Fervo Energy files for IPO as geothermal startup eyes Nasdaq debut
Fervo Energy filed for an IPO as Cape Station neared first power, testing whether Wall Street will back climate tech built for baseload delivery.

Fervo Energy moved toward the public markets with a Nasdaq filing that could become a reality check for climate-tech investors: whether they will reward companies that can deliver infrastructure-scale power on a believable timetable, not just big promises. The Houston-based geothermal startup publicly filed a Form S-1 with the U.S. Securities and Exchange Commission on April 17, 2026, and said it plans to list Class A common stock under the ticker FRVO.
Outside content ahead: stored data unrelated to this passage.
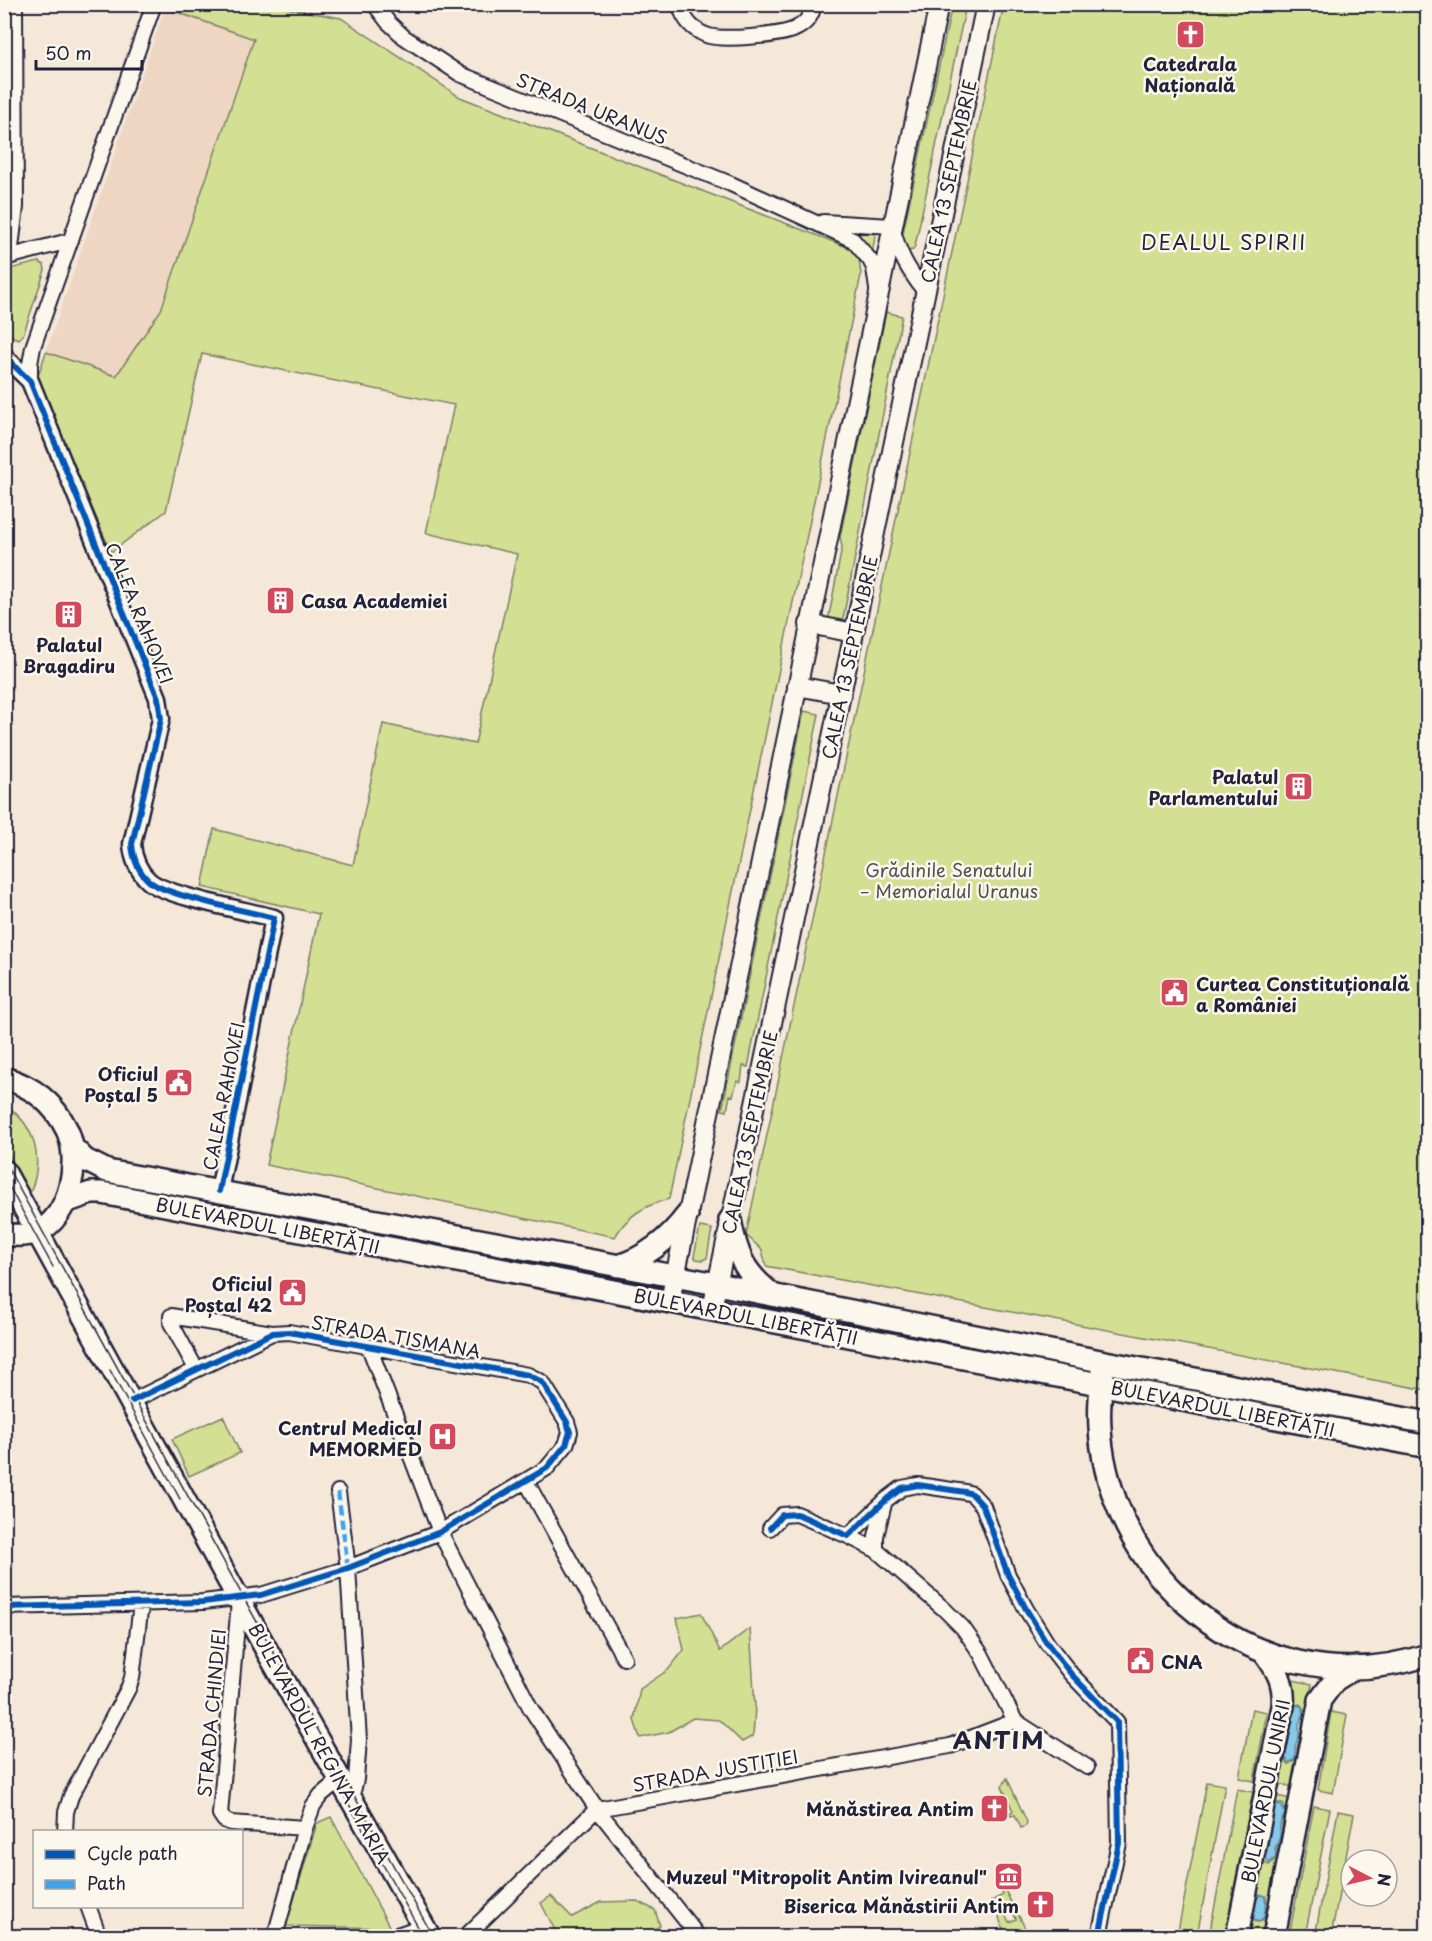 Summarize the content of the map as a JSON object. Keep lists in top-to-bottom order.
{
  "streets": {
    "main road": [
      "CALEA 13 SEPTEMBRIE",
      "BULEVARDUL LIBERTĂȚII",
      "BULEVARDUL REGINA MARIA",
      "BULEVARDUL UNIRII"
    ],
    "street": [
      "STRADA URANUS",
      "CALEA RAHOVEI",
      "STRADA TISMANA",
      "STRADA CHINDIEI",
      "STRADA JUSTIȚIEI"
    ]
  },
  "crossings": [
    ["CALEA 13 SEPTEMBRIE", "BULEVARDUL LIBERTĂȚII"],
    ["CALEA RAHOVEI", "BULEVARDUL LIBERTĂȚII"],
    ["STRADA TISMANA", "BULEVARDUL REGINA MARIA"],
    ["STRADA CHINDIEI", "BULEVARDUL REGINA MARIA"]
  ],
  "districts": ["DEALUL SPIRII", "ANTIM"],
  "parks": ["Grădinile Senatului – Memorialul Uranus"],
  "places": {
    "church": ["Catedrala Națională", "Mănăstirea Antim", "Biserica Mănăstirii Antim"],
    "building": ["Casa Academiei", "Palatul Bragadiru", "Palatul Parlamentului"],
    "public building": [
      "Curtea Constituțională a României",
      "Oficiul Poștal 5",
      "Oficiul Poștal 42",
      "CNA"
    ],
    "hospital": ["Centrul Medical MEMORMED"],
    "museum": ["Muzeul \"Mitropolit Antim Ivireanul\""]
  },
  "legend": ["Cycle path", "Path"],
  "scale_bar": "50 m",
  "north": "right"
}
The company has not yet set the number of shares or the price range, and the deal still depends on market and other conditions. One estimate put the offering at as much as $250 million. Fervo named J.P. Morgan, BofA Securities, RBC Capital Markets and Barclays as joint lead bookrunning managers, with Baird, BBVA, Guggenheim Securities, MUFG, Société Générale, William Blair, Piper Sandler and Wolfe | Nomura Alliance also on the banking syndicate. The company also disclosed that it had confidentially filed on December 10, 2025 before bringing the registration statement public.
The filing lands at a moment when Fervo is trying to prove that enhanced geothermal systems can scale beyond pilot projects and into dependable electricity supply. Its flagship Cape Station project in Utah was preparing to begin delivering power later in 2026, a milestone that matters because the market is increasingly looking for firm, 24/7 carbon-free electricity rather than intermittent generation or long-dated technology bets. Fervo’s pitch centers on horizontal drilling and subsurface heat, a different route to clean baseload power than the solar and wind model that defined the last clean-tech cycle.
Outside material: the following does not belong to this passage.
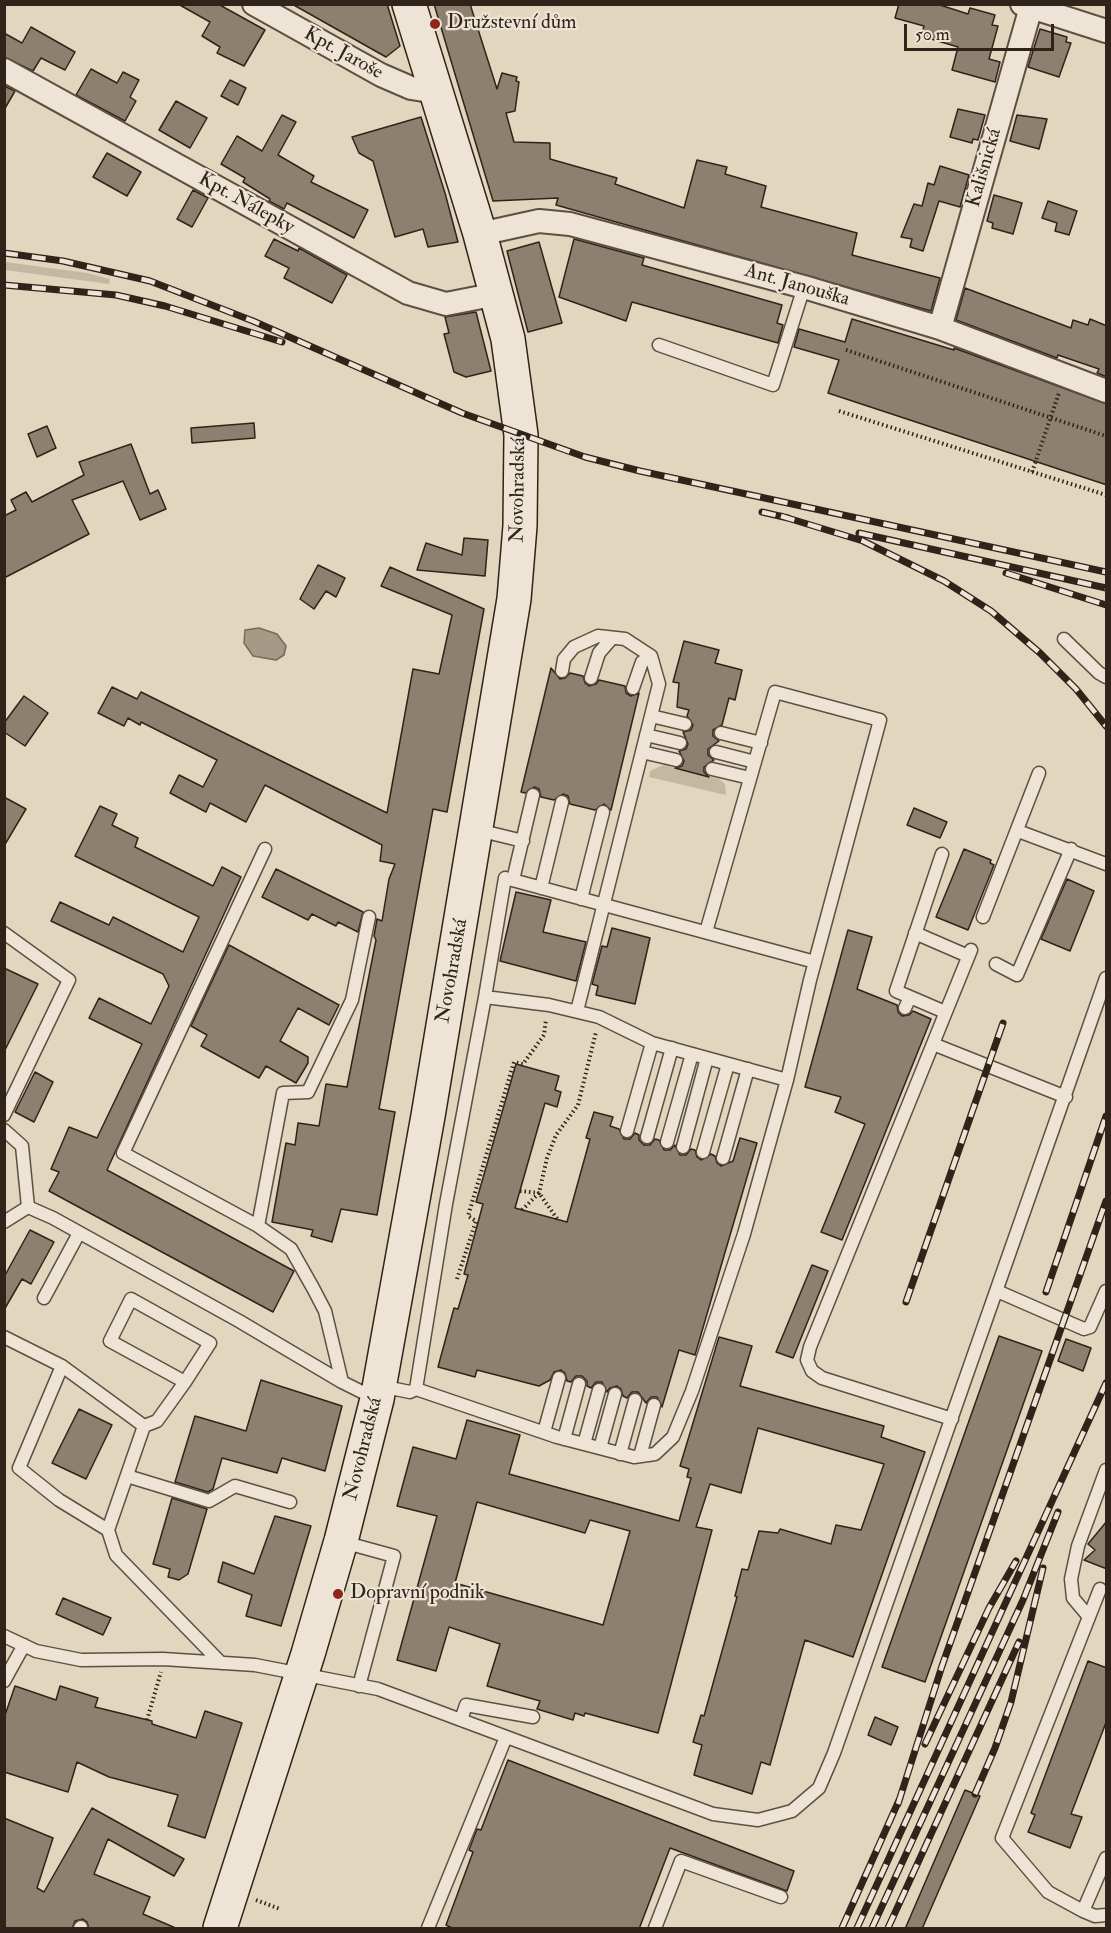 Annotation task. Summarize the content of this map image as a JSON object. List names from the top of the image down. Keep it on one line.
{"streets":{"main road":["Novohradská"],"street":["Kpt. Jaroše","Kališnická","Kpt. Nálepky","Ant. Janouška"]},"crossings":[["Kpt. Jaroše","Novohradská"],["Kališnická","Ant. Janouška"],["Kpt. Nálepky","Novohradská"],["Ant. Janouška","Novohradská"]],"places":["Družstevní dům","Dopravní podnik"],"scale_bar":"50 m"}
That history hangs over the IPO. The last cleantech boom produced plenty of capital but also a painful reckoning when technologies and business models failed to scale fast enough for public markets. Today’s investors are asking harder questions about revenue visibility, project timing and the durability of the policy and demand backdrop. Fervo’s case is being watched closely because it already has a timeline attached to a real asset, not just an ambition.
Founded in 2017, Fervo crossed a $1 billion valuation in 2024 and gained momentum with Project Red in 2023. Its growth has also been tied to rising electricity demand from data centers and artificial intelligence, two forces that have sharpened the market’s appetite for new power sources. In Texas, where Fervo is building a larger profile, founder Tim Latimer has framed the company as part of the state’s energy future beyond oil and gas. Whether Nasdaq embraces that story will say as much about public-market taste as it does about geothermal itself.